Thank you, David, and thank you for the question. All the directors on our board, with the exception of me and Bill Nash, meet the definition of independent as defined by the SEC and the New York Stock Exchange. The Nominating and Governance Committee and the full board regularly assess the size and composition of the board and each of its committees, and based on that assessment and the independence of each board committee member, we have no current plans to reconstitute the Nominating and Governance Committee or appoint a new chair of the Compensation and Personnel Committee. David, have you received any additional comments or questions?
Thank you, Tom. We have another question. The company has in place a director resignation bylaw that provides the board post-election discretion to determine whether to accept or reject the resignation of an incumbent director who fails to be reelected.

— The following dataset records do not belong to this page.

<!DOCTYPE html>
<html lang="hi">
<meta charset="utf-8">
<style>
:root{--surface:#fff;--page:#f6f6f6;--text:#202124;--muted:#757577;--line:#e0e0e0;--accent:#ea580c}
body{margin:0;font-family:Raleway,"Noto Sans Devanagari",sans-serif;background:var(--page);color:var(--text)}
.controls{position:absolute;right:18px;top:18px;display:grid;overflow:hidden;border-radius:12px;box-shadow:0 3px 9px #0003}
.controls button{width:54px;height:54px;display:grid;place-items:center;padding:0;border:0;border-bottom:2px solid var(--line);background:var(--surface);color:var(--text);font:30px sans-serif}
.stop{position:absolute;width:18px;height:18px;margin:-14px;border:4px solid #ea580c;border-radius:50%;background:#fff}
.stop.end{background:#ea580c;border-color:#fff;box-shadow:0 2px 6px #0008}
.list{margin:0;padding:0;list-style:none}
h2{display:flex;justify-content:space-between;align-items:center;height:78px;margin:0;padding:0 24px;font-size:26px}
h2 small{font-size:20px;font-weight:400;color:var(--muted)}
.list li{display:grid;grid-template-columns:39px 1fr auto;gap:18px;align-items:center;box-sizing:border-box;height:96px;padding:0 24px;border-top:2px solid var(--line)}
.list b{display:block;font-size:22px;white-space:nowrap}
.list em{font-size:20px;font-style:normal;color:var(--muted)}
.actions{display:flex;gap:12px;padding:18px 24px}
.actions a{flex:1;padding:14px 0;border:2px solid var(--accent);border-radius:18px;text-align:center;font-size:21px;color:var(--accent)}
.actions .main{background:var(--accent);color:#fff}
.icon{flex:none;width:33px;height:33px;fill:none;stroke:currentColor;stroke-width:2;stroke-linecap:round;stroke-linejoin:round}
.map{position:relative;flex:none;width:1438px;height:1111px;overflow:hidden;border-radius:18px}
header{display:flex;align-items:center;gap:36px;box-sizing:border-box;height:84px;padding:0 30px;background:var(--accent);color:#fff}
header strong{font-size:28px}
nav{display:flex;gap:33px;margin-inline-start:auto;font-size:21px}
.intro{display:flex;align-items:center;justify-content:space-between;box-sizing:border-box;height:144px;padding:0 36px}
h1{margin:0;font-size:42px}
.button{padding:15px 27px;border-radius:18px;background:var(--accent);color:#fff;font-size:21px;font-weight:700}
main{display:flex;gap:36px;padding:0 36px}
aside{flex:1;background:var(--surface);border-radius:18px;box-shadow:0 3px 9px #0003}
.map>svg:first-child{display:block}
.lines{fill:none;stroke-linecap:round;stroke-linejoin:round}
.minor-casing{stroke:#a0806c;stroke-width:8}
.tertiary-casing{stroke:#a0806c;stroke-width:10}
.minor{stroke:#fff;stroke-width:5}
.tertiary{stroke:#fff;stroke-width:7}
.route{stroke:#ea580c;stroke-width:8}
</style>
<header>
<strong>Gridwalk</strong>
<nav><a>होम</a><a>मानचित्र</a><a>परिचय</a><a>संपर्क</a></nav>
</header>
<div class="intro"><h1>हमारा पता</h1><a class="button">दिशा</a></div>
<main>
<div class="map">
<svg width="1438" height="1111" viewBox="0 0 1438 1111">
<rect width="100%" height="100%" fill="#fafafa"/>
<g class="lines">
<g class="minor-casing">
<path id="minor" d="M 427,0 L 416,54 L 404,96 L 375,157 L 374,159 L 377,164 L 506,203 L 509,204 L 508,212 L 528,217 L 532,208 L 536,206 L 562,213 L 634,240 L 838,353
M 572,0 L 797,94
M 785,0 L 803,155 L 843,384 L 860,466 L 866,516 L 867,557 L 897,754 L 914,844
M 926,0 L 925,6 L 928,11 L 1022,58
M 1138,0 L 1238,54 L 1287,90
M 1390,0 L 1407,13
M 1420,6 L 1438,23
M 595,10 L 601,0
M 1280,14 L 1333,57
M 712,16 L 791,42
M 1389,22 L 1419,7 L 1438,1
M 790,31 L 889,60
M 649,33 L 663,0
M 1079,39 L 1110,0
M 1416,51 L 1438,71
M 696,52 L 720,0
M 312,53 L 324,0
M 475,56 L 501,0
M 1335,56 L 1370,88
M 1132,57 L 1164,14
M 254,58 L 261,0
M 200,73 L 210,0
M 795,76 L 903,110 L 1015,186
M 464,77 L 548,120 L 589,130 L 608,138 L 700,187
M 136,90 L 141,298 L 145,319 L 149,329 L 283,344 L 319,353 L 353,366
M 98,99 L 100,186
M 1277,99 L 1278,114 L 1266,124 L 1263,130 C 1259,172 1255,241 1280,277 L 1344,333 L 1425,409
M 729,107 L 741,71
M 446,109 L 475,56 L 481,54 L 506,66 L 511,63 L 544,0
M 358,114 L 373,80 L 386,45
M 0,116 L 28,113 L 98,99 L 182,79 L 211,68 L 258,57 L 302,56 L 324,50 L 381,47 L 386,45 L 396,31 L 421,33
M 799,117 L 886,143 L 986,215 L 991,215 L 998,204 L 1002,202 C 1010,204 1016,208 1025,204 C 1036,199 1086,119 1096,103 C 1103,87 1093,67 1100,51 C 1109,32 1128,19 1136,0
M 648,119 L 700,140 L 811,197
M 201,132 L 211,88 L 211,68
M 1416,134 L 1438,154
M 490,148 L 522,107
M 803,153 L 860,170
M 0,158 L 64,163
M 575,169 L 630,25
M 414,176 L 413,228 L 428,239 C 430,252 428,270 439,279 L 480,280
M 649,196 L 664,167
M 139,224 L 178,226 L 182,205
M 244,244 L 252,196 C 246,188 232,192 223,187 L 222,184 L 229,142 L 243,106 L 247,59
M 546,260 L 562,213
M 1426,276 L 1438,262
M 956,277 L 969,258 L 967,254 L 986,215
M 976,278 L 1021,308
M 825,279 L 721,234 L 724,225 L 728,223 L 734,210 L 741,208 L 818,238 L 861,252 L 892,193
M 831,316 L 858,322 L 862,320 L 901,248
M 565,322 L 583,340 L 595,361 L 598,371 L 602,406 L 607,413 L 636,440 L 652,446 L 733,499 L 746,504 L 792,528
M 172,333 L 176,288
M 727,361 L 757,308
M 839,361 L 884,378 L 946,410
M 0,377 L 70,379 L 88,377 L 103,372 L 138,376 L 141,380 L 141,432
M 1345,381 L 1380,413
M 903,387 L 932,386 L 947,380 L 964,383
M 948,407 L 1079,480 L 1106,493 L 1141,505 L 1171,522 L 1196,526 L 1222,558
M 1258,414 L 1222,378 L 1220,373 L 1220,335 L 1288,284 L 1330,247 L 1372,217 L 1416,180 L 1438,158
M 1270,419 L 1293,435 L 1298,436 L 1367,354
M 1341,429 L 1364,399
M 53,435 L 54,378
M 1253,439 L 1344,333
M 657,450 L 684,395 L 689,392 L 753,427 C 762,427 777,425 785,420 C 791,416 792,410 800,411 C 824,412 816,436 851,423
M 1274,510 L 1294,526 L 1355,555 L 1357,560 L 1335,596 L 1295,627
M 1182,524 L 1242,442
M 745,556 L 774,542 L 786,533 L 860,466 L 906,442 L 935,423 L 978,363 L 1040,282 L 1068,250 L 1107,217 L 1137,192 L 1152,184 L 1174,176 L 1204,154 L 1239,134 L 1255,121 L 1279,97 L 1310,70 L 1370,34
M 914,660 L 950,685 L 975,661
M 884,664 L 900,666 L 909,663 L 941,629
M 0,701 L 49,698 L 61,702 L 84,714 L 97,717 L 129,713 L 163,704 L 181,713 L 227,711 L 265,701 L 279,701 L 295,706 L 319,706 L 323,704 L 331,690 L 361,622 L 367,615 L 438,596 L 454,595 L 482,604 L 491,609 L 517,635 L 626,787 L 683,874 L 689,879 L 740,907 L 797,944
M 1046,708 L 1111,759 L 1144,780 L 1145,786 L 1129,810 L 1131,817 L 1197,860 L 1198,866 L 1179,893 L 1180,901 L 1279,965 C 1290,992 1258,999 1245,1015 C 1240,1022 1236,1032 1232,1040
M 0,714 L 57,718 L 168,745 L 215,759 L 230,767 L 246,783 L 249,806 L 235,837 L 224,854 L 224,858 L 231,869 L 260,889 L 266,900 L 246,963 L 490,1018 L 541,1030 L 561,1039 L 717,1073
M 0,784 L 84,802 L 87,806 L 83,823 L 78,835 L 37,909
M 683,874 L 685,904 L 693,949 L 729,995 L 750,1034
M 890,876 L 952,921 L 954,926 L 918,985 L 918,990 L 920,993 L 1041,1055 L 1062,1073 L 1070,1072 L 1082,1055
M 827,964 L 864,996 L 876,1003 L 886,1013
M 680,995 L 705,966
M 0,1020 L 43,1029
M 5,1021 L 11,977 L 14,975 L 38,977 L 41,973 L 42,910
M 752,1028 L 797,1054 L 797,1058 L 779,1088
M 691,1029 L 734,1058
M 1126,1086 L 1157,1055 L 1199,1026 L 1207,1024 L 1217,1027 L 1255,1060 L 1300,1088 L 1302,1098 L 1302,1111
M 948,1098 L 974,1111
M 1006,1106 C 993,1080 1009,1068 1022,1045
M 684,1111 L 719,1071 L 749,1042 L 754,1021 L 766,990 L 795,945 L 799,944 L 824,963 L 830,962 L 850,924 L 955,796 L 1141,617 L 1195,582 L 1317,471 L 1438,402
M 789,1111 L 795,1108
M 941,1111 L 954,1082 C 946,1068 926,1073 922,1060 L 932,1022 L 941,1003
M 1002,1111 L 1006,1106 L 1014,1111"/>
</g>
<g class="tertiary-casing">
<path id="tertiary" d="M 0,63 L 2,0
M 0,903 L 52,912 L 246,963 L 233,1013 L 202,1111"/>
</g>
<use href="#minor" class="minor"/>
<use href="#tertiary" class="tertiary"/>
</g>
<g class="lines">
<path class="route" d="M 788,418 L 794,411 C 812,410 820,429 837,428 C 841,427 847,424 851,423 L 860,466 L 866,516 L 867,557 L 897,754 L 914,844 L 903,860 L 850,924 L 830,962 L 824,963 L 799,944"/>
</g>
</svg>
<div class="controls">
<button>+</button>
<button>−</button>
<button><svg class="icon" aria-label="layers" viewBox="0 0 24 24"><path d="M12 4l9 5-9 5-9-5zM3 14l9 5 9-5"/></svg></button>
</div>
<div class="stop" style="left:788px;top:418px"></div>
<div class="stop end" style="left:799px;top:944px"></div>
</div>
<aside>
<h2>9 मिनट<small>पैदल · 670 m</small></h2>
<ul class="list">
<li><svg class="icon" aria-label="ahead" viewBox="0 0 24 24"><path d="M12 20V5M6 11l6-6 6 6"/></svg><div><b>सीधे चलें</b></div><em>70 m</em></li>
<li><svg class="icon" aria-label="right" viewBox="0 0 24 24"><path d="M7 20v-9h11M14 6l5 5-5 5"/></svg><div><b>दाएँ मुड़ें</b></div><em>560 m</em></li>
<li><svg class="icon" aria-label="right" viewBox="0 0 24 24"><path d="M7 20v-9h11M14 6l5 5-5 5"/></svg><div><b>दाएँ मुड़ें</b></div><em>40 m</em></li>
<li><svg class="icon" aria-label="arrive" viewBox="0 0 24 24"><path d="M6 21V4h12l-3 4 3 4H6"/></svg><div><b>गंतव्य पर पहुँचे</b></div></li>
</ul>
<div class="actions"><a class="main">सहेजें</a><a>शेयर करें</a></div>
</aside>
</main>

Does the bylaw undermine the voting rights of shareholders by allowing the board to have the final say on the unelected director's status?

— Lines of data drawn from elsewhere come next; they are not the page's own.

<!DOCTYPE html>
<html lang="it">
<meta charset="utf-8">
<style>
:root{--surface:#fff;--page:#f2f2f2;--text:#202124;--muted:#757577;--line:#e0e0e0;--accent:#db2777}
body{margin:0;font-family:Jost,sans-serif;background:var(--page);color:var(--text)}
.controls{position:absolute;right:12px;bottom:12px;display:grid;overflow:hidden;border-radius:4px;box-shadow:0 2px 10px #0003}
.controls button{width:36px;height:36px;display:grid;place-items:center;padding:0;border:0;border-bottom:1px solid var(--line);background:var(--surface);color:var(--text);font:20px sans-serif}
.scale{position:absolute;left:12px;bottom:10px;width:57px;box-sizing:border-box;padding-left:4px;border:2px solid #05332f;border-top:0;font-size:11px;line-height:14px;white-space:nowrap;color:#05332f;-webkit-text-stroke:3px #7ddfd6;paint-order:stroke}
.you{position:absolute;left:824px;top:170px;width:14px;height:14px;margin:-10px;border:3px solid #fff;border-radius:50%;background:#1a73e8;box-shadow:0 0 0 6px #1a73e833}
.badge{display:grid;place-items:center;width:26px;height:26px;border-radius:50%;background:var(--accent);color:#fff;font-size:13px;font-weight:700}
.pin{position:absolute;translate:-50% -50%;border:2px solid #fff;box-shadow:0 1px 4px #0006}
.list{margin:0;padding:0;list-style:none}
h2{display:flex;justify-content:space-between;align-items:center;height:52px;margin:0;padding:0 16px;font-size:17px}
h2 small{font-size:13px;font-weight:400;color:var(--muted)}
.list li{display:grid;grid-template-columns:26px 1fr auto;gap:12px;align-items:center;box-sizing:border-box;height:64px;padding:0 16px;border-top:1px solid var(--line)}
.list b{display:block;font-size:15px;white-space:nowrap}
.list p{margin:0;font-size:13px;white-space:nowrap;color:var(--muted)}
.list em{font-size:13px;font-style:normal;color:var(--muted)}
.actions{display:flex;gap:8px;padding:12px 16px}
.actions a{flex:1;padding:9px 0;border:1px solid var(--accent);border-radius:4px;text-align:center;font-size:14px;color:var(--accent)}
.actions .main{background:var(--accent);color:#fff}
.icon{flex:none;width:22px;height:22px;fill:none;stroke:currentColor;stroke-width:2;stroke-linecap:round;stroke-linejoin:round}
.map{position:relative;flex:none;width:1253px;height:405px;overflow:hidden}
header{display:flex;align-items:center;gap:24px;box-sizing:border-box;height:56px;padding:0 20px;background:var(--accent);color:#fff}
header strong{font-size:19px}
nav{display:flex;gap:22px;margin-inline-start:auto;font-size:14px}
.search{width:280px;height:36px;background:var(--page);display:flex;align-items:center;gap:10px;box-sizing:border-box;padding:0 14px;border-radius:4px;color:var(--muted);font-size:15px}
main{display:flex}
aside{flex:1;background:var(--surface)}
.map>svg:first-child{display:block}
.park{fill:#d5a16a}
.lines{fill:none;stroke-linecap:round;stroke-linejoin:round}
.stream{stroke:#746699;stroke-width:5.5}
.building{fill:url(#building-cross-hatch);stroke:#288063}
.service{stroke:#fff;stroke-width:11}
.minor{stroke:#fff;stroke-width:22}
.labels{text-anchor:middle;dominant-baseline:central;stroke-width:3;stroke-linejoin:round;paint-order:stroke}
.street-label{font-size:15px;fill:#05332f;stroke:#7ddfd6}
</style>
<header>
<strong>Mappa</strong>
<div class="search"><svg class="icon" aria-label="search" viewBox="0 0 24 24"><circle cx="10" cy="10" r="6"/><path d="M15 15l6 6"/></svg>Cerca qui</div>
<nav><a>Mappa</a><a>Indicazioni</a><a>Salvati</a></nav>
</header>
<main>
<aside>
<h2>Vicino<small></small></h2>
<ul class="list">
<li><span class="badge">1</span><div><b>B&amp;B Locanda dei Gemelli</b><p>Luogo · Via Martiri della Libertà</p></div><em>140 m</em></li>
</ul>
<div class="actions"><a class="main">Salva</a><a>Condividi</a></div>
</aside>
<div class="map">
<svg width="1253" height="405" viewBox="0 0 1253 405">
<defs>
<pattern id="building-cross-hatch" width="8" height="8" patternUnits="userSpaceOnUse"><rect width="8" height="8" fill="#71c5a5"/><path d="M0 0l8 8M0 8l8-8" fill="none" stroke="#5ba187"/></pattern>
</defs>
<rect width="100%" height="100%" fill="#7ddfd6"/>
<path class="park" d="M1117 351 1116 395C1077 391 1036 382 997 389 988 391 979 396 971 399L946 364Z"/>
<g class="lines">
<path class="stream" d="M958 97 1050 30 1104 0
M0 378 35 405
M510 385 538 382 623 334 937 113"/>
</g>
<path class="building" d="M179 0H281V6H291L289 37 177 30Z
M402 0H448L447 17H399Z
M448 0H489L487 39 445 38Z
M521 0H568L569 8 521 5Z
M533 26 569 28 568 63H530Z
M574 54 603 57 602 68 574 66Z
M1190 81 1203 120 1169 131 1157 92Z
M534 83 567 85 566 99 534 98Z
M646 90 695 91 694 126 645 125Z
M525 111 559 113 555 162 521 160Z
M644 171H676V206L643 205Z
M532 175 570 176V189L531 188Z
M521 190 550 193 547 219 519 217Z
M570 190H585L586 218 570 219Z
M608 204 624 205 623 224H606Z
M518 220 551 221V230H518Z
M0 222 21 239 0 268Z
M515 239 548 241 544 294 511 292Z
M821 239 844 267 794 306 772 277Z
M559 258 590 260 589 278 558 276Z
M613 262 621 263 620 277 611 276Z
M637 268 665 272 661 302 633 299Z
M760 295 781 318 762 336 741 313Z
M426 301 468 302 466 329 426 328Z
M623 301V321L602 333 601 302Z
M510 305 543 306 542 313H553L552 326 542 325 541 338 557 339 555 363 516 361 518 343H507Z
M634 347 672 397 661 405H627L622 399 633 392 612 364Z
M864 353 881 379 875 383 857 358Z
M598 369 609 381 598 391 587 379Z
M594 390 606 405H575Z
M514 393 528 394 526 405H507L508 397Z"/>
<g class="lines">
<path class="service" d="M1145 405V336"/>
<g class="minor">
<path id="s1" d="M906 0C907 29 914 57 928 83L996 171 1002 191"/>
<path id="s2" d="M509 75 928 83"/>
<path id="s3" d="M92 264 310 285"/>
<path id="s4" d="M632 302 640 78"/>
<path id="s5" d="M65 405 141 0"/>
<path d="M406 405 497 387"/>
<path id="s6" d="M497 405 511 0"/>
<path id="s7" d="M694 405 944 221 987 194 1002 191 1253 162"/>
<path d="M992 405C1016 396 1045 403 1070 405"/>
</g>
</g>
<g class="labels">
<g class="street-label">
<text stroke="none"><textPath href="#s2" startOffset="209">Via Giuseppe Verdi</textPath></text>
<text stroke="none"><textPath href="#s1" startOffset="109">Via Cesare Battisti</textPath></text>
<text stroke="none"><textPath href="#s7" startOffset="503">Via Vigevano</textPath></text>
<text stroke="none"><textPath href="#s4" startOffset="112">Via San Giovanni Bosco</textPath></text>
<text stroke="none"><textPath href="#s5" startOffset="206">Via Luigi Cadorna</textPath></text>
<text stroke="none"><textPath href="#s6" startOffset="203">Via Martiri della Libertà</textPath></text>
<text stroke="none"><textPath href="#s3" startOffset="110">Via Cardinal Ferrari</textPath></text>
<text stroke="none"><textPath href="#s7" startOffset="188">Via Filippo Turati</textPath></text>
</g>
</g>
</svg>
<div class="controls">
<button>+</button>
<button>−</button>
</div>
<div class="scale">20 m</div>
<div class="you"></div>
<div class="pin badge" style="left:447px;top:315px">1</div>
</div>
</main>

Thank you, David, and thanks again to our shareholder for the question. I'd like to direct this to our Deputy General Counsel, Mac Stuckey.
Thank you, Tom, and thanks for the question. Section 2.4 of our bylaws is what governs director resignations, and that bylaw does not undermine shareholder voting rights. While any resignation does require the acceptance of the board, the board will ultimately address this determination in the best interest of the shareholders and consistent with its fiduciary obligations, thereby ensuring that the shareholder voice has not been undermined. As a result, that's the response to this question.
Thank you, Mac. David, any further questions for the proposals?
Thank you. There are no further questions.
The polls are now closed. Would the secretary please summarize the preliminary voting results and the applicable proposals?
Mr. Chair, we've been informed by the Inspector of Election that the preliminary results indicate that each nominee for the board of directors has been duly elected, the ratification of the appointment of KPMG has been approved, and the non-binding advisory vote on executive compensation has also been approved. We will report the final vote results in a Form 8-K to be filed within 4 business days.
Thank you, Mac. The annual meeting is now adjourned. At this time, we will address shareholder questions that you have entered on the web portal, and I'll ask David Lowenstein to read any questions that have been submitted.
Thank you, Tom. Yes, the shareholder that asked a prior question on director independence also asked additional questions related to board gender diversity, audit firm rotation, and our stock ownership guidelines. Although this shareholder did not follow our one-question-per-shareholder limit noted in the meeting rules, we appreciate their engagement.
Thank you, David. Of note on each of these additional topics, we specifically address them in either our 2024 proxy statement or our recently published 2024 Responsibility Peport, where we communicate our progress and updates regarding our initiatives and programs for our people, communities, and the environment. Copies of our proxy statement and Responsibility Report can be found on our IR webpage. David, any further questions from shareholders?
Thank you, Tom. There are no further questions.
Thank you, everyone, for attending. That concludes our meeting today.